(Stored dataset items)
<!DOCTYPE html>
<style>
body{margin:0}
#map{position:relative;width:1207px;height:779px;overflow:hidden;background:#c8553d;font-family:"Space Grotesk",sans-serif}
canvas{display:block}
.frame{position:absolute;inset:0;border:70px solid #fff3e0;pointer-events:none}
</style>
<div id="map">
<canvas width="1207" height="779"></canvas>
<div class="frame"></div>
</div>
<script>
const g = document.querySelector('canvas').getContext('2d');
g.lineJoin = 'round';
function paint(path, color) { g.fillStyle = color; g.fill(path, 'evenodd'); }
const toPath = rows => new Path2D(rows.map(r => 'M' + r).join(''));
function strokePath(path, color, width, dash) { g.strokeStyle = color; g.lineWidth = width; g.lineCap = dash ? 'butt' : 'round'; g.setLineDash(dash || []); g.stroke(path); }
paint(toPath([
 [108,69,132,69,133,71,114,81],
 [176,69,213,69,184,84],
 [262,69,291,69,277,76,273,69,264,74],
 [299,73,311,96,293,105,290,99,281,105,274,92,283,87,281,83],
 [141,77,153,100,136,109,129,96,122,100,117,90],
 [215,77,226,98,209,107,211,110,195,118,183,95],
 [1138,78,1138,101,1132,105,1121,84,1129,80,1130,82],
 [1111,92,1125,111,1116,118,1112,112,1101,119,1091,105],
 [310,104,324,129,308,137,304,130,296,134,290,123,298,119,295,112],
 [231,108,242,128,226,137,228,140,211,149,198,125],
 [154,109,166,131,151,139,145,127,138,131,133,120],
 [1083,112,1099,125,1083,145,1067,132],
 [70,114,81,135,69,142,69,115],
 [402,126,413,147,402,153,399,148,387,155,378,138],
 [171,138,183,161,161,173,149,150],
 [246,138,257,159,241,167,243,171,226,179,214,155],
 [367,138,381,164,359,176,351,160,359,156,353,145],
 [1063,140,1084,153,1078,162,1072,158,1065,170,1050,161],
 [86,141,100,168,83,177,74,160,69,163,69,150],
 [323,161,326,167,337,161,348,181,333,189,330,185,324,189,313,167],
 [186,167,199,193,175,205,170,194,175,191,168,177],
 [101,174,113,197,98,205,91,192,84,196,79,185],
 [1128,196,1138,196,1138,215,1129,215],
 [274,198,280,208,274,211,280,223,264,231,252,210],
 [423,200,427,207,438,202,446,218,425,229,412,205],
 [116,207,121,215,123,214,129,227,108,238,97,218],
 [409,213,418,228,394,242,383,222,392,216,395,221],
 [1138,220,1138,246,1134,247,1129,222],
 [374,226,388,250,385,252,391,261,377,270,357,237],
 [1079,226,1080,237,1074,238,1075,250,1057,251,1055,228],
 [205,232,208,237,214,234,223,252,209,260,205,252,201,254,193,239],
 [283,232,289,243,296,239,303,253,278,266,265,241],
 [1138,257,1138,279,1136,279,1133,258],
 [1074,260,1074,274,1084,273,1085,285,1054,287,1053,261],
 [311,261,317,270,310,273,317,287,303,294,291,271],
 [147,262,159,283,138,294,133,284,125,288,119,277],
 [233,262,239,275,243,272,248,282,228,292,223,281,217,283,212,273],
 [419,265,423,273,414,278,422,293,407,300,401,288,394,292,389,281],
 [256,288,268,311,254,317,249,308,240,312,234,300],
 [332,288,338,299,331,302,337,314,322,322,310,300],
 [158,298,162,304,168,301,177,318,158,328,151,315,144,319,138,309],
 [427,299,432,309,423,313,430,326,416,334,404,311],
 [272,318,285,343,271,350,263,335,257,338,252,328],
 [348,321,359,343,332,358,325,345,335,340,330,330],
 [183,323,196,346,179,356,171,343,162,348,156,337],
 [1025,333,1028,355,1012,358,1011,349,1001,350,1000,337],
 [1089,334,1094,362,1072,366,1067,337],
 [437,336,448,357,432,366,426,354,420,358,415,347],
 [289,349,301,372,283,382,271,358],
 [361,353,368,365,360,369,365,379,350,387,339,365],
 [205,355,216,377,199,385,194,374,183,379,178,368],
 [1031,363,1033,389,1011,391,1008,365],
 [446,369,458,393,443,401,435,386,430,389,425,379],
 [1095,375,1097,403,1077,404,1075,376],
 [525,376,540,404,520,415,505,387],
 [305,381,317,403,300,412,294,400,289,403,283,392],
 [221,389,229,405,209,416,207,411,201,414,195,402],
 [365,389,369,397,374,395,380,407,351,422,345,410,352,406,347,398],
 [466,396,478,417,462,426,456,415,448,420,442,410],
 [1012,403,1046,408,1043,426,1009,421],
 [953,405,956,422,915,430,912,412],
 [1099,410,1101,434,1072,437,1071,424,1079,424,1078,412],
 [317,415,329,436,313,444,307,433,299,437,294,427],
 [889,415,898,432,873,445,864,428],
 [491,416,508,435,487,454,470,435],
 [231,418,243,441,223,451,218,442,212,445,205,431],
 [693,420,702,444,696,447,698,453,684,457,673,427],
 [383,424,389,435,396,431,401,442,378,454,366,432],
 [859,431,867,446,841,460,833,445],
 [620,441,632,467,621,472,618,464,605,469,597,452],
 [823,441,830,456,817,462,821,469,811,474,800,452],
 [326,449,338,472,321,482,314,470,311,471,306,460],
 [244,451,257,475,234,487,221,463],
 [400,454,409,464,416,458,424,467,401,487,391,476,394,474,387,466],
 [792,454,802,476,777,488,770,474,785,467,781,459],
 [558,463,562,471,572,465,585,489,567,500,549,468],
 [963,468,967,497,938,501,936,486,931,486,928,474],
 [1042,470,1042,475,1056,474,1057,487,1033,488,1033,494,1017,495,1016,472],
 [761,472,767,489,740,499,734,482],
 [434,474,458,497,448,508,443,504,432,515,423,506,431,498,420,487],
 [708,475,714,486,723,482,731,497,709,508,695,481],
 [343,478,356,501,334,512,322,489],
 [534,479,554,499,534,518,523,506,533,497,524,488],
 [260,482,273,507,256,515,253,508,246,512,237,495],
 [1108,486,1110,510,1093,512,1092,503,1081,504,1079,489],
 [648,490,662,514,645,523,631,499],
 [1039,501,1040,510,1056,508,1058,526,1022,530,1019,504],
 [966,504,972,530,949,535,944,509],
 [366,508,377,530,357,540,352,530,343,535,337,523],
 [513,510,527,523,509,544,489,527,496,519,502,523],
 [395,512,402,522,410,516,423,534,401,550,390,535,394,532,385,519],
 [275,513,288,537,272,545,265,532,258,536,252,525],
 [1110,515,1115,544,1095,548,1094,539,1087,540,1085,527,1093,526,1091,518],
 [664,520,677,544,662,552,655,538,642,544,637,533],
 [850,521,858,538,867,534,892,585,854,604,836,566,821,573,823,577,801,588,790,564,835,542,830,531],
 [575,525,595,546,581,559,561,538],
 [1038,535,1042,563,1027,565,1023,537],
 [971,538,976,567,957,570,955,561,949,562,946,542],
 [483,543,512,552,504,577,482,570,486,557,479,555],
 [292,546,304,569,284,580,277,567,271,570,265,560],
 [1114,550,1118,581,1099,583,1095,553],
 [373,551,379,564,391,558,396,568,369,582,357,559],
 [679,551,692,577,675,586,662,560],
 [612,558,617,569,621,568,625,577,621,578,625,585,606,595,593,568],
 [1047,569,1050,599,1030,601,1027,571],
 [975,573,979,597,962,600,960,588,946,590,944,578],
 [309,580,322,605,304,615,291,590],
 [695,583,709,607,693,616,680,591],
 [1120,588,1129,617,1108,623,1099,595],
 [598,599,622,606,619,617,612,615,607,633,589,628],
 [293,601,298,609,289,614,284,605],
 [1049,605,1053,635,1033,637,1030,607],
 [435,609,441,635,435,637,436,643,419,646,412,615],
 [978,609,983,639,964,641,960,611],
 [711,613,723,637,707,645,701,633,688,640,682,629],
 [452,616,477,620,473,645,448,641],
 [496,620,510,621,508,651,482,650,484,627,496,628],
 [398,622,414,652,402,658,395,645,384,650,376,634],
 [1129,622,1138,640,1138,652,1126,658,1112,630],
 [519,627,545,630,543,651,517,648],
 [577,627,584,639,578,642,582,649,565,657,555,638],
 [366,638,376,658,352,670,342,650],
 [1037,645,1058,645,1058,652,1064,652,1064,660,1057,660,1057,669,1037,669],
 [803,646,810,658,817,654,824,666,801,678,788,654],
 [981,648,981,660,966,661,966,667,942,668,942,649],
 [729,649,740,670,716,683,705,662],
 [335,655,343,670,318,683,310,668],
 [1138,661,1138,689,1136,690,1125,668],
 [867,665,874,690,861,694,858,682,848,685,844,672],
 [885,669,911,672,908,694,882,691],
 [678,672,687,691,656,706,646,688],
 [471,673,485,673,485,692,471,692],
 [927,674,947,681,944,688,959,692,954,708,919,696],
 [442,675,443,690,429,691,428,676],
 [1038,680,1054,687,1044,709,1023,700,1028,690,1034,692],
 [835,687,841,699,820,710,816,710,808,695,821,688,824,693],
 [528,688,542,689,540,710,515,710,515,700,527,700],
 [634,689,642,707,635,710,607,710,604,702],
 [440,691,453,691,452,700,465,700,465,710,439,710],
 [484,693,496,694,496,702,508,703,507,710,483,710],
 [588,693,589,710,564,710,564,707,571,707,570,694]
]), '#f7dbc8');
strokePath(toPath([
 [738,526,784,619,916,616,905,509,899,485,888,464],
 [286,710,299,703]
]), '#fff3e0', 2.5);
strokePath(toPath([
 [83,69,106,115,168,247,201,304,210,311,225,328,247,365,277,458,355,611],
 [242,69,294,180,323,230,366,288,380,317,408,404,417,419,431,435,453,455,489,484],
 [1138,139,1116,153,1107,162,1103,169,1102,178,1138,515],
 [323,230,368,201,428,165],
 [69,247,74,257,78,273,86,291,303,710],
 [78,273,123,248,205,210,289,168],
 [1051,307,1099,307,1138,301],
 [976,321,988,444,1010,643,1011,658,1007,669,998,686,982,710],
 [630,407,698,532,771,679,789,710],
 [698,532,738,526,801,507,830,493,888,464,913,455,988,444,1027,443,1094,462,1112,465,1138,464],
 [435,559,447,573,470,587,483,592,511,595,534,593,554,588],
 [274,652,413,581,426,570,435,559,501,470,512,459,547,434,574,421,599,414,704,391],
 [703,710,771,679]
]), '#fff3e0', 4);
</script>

> Task description: Copy out every line of the data that includes "canvas".

> Exercise solution:
canvas{display:block}
<canvas width="1207" height="779"></canvas>
const g = document.querySelector('canvas').getContext('2d');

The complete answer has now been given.